THE PROBLEM>
From the entries that follow, copy each line in which "drawer" appears.

Stored items

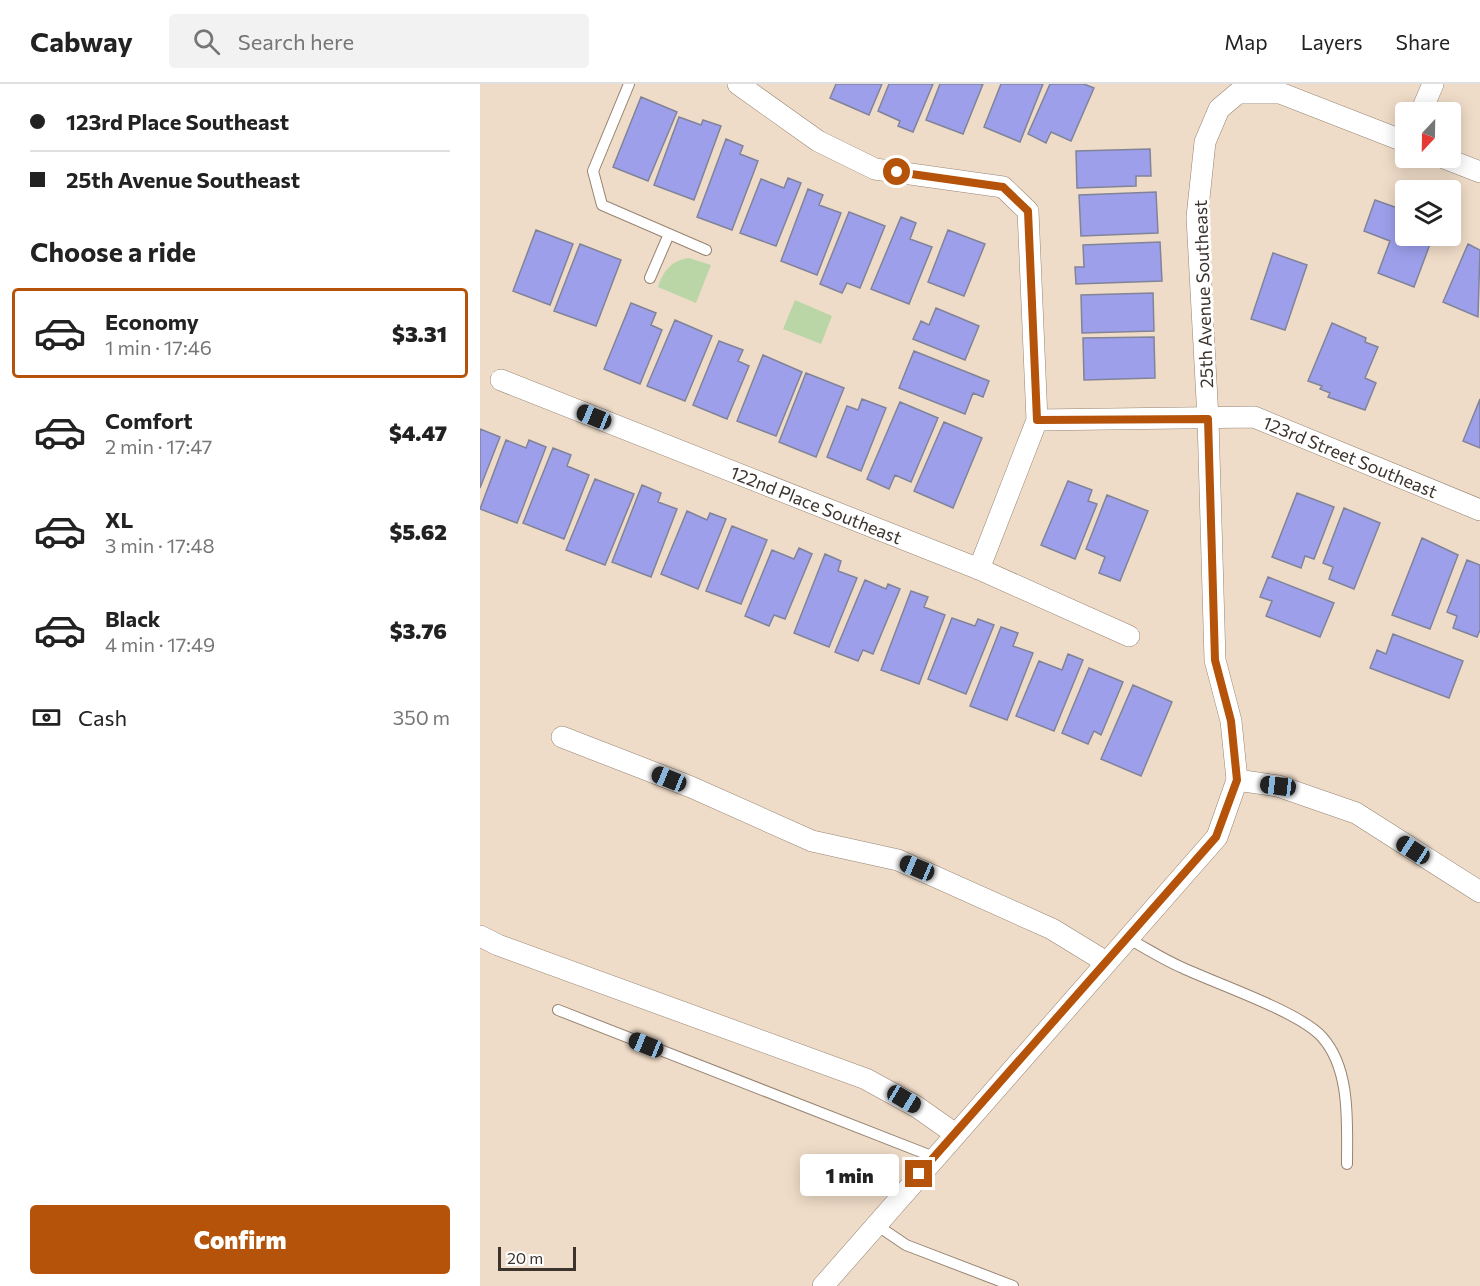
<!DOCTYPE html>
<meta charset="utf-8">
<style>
body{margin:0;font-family:Commissioner,sans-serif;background:#f2f2f2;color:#222;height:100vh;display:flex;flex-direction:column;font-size:22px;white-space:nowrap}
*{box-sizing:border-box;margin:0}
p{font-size:20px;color:#767676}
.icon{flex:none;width:33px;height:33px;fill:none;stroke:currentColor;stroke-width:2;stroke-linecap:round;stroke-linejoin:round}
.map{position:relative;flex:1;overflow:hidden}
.drawer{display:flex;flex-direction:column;background:#fff;width:480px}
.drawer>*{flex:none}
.top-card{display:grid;align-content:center;height:132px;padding:0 30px;background:#fff}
.needle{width:39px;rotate:202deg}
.tools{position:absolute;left:915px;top:18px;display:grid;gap:12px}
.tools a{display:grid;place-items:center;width:66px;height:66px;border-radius:6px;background:#fff;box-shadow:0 3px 15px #0003;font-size:30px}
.scale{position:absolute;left:18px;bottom:15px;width:78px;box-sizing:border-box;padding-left:6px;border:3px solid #3b332c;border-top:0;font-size:16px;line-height:21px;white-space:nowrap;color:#3b332c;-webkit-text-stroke:4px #fff;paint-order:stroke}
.end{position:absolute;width:27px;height:27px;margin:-14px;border:8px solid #b45309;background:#fff;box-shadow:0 0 0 3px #fff}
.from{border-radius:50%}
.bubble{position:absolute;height:42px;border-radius:6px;background:#fff;box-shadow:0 3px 15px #0003;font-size:20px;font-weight:800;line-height:42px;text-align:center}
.car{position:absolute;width:18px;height:36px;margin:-18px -9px;border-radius:8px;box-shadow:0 0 4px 2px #0007;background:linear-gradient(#222 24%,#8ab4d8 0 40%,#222 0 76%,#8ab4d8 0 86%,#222 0)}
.top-card b{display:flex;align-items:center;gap:21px;height:57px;font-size:22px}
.top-card b+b{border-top:2px solid #e0e0e0}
.top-card i{width:15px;height:15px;background:#222}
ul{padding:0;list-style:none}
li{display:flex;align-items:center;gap:18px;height:90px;margin:0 12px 9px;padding:0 18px;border:3px solid transparent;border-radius:6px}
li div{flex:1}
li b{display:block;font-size:22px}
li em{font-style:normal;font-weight:800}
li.current{border-color:#b45309}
li>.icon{width:54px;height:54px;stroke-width:1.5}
h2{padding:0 30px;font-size:27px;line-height:72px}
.pay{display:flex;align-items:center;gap:15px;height:66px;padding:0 30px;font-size:22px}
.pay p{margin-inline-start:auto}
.action{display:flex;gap:12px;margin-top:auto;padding:12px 30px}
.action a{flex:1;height:69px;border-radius:6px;background:#b45309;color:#fff;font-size:24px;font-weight:800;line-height:69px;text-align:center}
header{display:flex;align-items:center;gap:36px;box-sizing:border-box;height:84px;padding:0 30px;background:#fff;border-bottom:2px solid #e0e0e0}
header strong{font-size:28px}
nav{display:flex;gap:33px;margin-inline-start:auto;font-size:21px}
.search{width:420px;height:54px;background:#f2f2f2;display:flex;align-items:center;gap:15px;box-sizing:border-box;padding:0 21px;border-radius:6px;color:#767676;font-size:22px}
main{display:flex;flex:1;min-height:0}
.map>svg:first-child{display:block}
</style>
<header>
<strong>Cabway</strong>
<div class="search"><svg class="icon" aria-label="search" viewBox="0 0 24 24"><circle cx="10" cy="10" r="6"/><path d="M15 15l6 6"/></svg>Search here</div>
<nav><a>Map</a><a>Layers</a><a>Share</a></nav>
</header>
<main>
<section class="drawer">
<div class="top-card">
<b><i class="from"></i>123rd Place Southeast</b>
<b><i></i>25th Avenue Southeast</b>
</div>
<h2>Choose a ride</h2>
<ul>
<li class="current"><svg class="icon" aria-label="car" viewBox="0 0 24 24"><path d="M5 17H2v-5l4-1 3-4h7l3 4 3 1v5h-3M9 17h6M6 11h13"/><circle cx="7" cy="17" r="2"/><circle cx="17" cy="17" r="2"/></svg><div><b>Economy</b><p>1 min · 17:46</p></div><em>$3.31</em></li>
<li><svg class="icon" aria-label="car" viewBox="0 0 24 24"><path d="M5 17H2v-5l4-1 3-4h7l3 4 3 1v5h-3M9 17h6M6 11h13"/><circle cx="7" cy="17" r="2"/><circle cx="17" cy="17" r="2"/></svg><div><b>Comfort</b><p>2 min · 17:47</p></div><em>$4.47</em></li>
<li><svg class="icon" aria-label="car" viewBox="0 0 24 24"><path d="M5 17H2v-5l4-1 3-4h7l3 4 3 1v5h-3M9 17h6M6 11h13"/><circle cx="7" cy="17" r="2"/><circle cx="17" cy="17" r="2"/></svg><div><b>XL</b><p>3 min · 17:48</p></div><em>$5.62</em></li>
<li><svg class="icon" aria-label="car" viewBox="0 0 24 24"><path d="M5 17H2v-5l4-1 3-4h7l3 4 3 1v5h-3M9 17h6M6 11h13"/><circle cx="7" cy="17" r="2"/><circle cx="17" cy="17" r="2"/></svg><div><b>Black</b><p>4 min · 17:49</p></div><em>$3.76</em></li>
</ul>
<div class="pay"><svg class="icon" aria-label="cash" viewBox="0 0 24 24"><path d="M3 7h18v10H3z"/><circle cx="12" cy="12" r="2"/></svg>Cash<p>350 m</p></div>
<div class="action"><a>Confirm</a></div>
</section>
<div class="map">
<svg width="1000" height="1202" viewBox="0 0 1000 1202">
<rect width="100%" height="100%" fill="#efdcc8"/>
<!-- green -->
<path fill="#bbd6a6" d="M 209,174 L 231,181 L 216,219 L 178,203 C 183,187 192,176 209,174 Z
M 315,216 L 352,232 L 341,260 L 303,245 Z"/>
<!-- building -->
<path fill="#9d9feb" stroke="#818399" stroke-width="1.5" d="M 356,0 L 402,0 L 389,31 L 350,14 Z
M 409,0 L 453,0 L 433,48 L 418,42 L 420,37 L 398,27 Z
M 460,0 L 503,0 L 483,50 L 446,36 Z
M 521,0 L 563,0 L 540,58 L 504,43 Z
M 570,0 L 604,0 L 614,4 L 591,57 L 571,48 L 566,59 L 548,50 Z
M 161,13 L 197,28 L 168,97 L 133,83 Z
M 199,33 L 221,41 L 223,36 L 241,42 L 214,116 L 174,101 Z
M 246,55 L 263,62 L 260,70 L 278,77 L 252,146 L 217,133 Z
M 670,65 L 671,92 L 656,92 L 656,102 L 597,104 L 596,67 Z
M 308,94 L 321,99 L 296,162 L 260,149 L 281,95 L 304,104 Z
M 328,105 L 343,111 L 339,121 L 361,129 L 337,191 L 301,177 Z
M 676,108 L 678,149 L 601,152 L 599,111 Z
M 895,116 L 926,127 L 926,152 L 953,152 L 934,203 L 898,189 L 910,157 L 884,147 Z
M 369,128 L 405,142 L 380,204 L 367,199 L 362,209 L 340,200 Z
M 421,133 L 436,139 L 430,155 L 452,163 L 429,220 L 391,205 Z
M 56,146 L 93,160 L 70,221 L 33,207 Z
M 468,146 L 505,160 L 484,212 L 448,198 Z
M 680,158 L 682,197 L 596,200 L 595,183 L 604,183 L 603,161 Z
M 100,160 L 141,176 L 116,242 L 74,227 Z
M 988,160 L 1000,166 L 998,233 L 963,218 Z
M 793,169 L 827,181 L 805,246 L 771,235 Z
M 673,209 L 674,247 L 602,249 L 601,211 Z
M 151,219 L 176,229 L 171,241 L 182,246 L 160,300 L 124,285 Z
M 456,224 L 499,242 L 485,276 L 433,255 L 441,237 L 449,241 Z
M 195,236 L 232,252 L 205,317 L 167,302 Z
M 852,239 L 886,254 L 885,258 L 898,263 L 885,294 L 896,299 L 885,326 L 848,313 L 850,309 L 840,305 L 842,302 L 828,297 Z
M 674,253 L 675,294 L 604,296 L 603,254 Z
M 239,257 L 263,266 L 258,277 L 269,282 L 247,335 L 213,321 Z
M 434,267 L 509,297 L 503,313 L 493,309 L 485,330 L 419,304 Z
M 283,271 L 322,288 L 296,352 L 257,337 Z
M 326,289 L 364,304 L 336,373 L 299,358 Z
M 382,315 L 406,324 L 381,387 L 347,373 L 367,322 L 378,326 Z
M 1000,315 L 1000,364 L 983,357 Z
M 420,318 L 458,334 L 431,398 L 415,391 L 409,405 L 387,395 Z
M 464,338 L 502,354 L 473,424 L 434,407 Z
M 0,345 L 20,353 L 0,404 Z
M 26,356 L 46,364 L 49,356 L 66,363 L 37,439 L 0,425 Z
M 73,364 L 91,371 L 87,382 L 109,391 L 84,455 L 43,439 Z
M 115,395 L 154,410 L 125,481 L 86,466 Z
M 588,397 L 612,406 L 608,417 L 617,420 L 595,475 L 561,461 Z
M 162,401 L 181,409 L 178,418 L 197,425 L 171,493 L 132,478 Z
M 817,409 L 854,423 L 834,475 L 825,472 L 821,484 L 792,473 Z
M 627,411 L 668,427 L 640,497 L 619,489 L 625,473 L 606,465 Z
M 864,424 L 900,439 L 874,505 L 849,495 L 853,483 L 843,479 Z
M 207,427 L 227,436 L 230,429 L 246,435 L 218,505 L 181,490 Z
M 252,442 L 287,456 L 261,520 L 226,507 Z
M 942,454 L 978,471 L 950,545 L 912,531 Z
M 319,464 L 332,470 L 305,535 L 294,531 L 289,542 L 265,532 L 292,466 L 314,475 Z
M 345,470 L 361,477 L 358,487 L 377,494 L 349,563 L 314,549 Z
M 987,476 L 1000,481 L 1000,546 L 997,553 L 973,544 L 977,532 L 967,528 Z
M 788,493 L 854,519 L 840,553 L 786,532 L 792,517 L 780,513 Z
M 385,496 L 406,505 L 408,500 L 420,505 L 393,570 L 383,566 L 378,577 L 355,568 Z
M 431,507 L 448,513 L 444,523 L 465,531 L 439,600 L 401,586 Z
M 472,534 L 495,542 L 498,535 L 514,541 L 486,610 L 448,595 Z
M 521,543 L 538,549 L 533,562 L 553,569 L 527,636 L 490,622 Z
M 913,550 L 983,577 L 969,614 L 890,584 L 897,566 L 906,570 Z
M 588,570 L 603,576 L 574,647 L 536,632 L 559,577 L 582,586 Z
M 609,584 L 643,598 L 621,651 L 614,647 L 608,660 L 582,649 Z
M 653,601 L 692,618 L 661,692 L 621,675 Z"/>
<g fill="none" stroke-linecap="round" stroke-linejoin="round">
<!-- service casing -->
<g stroke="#968472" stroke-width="12">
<path id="service" d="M 149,0 L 113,87 L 122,121 L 226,166
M 170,194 L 189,150
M 647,854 C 666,864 684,876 703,884 C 737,900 820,928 842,953 C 871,985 867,1040 867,1080
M 78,926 L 454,1073
M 395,1140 L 426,1161 L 533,1202"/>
</g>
<!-- minor casing -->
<g stroke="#968472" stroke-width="22">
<g id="minor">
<path d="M 258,0 L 338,57 L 395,85 L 523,103 L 548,127 L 557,336 L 499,485"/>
<path d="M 941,28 L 953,0"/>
<path d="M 964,74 L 1000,88"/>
<path id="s1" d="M 21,296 L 499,485 L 649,552"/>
<path id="s2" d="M 557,336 L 774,333 L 1000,426"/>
<path d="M 82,653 L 211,703 L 332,757 L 418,776 L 572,845 L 626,878"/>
<path d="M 757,696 L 798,702 L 876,729 L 1000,808"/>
<path d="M 0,852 L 18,861 L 386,995 L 437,1023 L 474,1049"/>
<path d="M 343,1202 L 737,753 L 757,696 L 751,637 L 735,576 L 728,335 L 717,133 L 725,58 L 739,25 L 758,9 L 800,9 L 926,58"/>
</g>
</g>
<!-- service -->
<use href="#service" stroke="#fff" stroke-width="10"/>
<!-- minor -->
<use href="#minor" stroke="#fff" stroke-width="21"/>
</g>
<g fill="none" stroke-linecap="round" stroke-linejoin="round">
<!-- route -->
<path stroke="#b45309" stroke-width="8" d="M 417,88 L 523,103 L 548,127 L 557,336 L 728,335 L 735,576 L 751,637 L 757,696 L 736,753 L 439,1090"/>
</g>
<g text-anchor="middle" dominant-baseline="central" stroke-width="6" stroke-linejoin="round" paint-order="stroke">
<!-- street labels -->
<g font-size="18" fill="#3b332c" stroke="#fff">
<text transform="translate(723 210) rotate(-92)">25th Avenue Southeast</text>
<text stroke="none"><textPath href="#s2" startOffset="321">123rd Street Southeast</textPath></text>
<text stroke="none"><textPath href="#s1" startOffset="339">122nd Place Southeast</textPath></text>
</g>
</g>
</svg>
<div class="tools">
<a><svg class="needle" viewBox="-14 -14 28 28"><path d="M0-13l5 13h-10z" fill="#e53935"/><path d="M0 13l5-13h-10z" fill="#767676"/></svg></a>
<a><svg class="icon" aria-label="layers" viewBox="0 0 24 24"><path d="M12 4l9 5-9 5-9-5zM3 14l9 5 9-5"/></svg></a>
</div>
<div class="scale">20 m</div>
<i class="end from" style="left:417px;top:88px"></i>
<i class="end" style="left:439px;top:1090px"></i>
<div class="bubble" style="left:320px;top:1070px;width:99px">1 min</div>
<i class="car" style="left:114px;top:333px;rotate:292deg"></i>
<i class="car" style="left:189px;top:695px;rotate:292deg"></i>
<i class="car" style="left:798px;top:702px;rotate:277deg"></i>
<i class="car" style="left:933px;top:766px;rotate:303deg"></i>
<i class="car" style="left:437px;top:784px;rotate:293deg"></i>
<i class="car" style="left:166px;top:961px;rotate:292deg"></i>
<i class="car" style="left:424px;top:1015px;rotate:121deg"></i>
</div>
</main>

OUTPUT>
.drawer{display:flex;flex-direction:column;background:#fff;width:480px}
.drawer>*{flex:none}
<section class="drawer">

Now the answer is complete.